= WHAT IS EXPECTED =
Scan the material below and copy every line holding the word "radius".

= EXERCISE INPUT =
◆ ◆ ◆ ◆ ◆ ◆ ◆

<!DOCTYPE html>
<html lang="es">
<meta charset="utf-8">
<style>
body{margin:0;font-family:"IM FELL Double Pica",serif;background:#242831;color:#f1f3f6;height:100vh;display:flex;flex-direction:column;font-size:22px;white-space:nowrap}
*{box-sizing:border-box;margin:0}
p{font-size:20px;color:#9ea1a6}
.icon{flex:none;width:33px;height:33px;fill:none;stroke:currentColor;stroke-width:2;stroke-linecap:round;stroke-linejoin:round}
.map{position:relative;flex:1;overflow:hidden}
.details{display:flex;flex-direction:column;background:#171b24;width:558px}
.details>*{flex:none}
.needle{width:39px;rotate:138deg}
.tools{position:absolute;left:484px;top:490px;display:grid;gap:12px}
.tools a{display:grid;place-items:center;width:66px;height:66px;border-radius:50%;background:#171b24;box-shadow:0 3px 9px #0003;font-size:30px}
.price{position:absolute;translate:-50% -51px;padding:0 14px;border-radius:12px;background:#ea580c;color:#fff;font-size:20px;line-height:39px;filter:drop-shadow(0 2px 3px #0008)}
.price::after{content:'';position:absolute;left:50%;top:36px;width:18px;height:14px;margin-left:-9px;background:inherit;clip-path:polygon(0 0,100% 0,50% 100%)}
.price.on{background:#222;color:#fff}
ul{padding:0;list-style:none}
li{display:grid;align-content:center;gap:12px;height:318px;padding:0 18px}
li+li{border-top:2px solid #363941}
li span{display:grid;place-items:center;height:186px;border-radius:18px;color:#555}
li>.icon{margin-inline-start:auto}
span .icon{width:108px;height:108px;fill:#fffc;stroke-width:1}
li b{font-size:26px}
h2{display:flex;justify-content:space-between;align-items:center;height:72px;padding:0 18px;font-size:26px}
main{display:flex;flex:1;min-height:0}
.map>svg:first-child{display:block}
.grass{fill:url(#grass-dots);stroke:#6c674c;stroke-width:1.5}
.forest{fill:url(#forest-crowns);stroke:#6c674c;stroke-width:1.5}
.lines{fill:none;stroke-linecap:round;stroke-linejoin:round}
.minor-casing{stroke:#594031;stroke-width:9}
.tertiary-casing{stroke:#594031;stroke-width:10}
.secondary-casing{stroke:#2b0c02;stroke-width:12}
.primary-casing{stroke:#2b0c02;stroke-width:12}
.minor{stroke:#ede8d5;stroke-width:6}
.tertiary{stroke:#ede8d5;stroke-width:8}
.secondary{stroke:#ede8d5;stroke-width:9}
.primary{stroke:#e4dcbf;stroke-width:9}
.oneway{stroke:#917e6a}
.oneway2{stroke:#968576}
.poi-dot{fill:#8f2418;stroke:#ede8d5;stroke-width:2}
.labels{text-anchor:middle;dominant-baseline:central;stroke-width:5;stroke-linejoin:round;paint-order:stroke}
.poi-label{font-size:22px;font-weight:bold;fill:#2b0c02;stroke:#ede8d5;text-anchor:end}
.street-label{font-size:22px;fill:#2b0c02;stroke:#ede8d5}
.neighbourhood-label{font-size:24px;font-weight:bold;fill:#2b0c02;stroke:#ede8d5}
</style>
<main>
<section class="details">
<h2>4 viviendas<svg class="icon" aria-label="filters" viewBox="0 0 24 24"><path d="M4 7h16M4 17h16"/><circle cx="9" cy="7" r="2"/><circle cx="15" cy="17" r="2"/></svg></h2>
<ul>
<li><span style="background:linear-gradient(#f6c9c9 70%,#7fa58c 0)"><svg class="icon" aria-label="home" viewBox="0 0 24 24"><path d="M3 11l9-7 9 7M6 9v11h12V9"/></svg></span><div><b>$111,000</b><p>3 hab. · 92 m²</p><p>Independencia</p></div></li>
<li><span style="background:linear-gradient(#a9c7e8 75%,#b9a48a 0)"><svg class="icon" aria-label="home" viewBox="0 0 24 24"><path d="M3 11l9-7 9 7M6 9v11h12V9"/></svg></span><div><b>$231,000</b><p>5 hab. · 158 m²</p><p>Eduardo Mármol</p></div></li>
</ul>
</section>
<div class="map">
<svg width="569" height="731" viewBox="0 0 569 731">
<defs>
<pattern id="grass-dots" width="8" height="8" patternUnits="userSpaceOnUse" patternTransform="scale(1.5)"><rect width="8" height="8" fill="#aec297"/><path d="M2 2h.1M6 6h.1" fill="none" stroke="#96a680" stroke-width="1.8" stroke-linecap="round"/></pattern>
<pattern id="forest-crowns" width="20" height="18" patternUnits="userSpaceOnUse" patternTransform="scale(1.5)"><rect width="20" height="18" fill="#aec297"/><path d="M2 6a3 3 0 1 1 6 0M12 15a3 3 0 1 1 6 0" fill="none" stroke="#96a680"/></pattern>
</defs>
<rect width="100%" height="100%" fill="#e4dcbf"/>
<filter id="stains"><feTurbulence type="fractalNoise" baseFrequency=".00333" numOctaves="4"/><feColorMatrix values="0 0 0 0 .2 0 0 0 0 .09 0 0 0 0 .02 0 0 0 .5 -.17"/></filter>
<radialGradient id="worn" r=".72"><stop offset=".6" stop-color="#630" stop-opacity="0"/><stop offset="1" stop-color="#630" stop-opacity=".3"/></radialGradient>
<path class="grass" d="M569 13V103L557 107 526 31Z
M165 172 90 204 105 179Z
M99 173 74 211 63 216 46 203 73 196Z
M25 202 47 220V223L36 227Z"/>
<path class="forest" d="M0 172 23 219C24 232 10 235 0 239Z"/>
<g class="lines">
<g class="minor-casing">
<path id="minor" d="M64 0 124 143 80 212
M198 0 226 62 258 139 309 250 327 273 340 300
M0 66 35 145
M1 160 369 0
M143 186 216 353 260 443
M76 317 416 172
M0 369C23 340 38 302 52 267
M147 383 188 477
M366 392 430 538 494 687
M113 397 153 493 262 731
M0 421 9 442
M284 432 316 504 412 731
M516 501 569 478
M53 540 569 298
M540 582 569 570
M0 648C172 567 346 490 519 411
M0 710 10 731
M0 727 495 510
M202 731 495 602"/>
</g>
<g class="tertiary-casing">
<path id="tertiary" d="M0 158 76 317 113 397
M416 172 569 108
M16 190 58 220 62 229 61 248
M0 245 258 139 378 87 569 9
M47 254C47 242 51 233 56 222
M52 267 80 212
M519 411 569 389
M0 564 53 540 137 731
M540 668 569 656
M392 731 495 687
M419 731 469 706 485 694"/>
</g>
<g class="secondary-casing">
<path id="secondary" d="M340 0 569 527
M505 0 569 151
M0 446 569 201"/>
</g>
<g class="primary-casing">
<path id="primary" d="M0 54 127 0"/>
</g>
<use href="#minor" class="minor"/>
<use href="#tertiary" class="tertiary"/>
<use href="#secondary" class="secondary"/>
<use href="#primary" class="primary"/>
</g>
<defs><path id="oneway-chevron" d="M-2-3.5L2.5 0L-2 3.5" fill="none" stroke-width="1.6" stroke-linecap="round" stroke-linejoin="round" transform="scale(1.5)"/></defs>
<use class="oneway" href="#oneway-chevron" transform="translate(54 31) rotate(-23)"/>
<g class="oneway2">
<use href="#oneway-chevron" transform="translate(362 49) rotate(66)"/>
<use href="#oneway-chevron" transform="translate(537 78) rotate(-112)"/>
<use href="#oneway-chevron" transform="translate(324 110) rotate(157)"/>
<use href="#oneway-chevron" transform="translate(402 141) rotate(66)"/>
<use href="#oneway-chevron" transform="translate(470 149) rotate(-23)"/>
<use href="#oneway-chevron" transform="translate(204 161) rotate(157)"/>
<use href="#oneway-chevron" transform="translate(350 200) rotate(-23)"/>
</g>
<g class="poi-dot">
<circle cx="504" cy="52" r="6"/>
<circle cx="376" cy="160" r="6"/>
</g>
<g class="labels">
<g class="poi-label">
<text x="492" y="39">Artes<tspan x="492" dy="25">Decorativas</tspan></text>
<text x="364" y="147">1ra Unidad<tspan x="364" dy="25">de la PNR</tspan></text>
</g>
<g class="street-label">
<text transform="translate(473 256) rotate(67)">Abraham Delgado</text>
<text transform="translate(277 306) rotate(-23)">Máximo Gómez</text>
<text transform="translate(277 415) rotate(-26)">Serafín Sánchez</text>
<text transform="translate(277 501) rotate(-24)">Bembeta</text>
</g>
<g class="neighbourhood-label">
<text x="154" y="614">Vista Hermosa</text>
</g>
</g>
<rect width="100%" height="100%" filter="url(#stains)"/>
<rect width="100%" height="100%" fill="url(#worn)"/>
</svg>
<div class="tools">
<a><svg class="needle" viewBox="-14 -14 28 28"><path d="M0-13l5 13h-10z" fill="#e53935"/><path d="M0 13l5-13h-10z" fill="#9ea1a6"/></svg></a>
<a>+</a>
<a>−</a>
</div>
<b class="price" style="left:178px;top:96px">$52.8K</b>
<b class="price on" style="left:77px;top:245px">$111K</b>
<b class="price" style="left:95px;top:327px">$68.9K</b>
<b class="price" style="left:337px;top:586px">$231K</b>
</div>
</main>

◆ ◆ ◆ ◆ ◆ ◆ ◆

= EXERCISE ANSWER =
.tools a{display:grid;place-items:center;width:66px;height:66px;border-radius:50%;background:#171b24;box-shadow:0 3px 9px #0003;font-size:30px}
.price{position:absolute;translate:-50% -51px;padding:0 14px;border-radius:12px;background:#ea580c;color:#fff;font-size:20px;line-height:39px;filter:drop-shadow(0 2px 3px #0008)}
li span{display:grid;place-items:center;height:186px;border-radius:18px;color:#555}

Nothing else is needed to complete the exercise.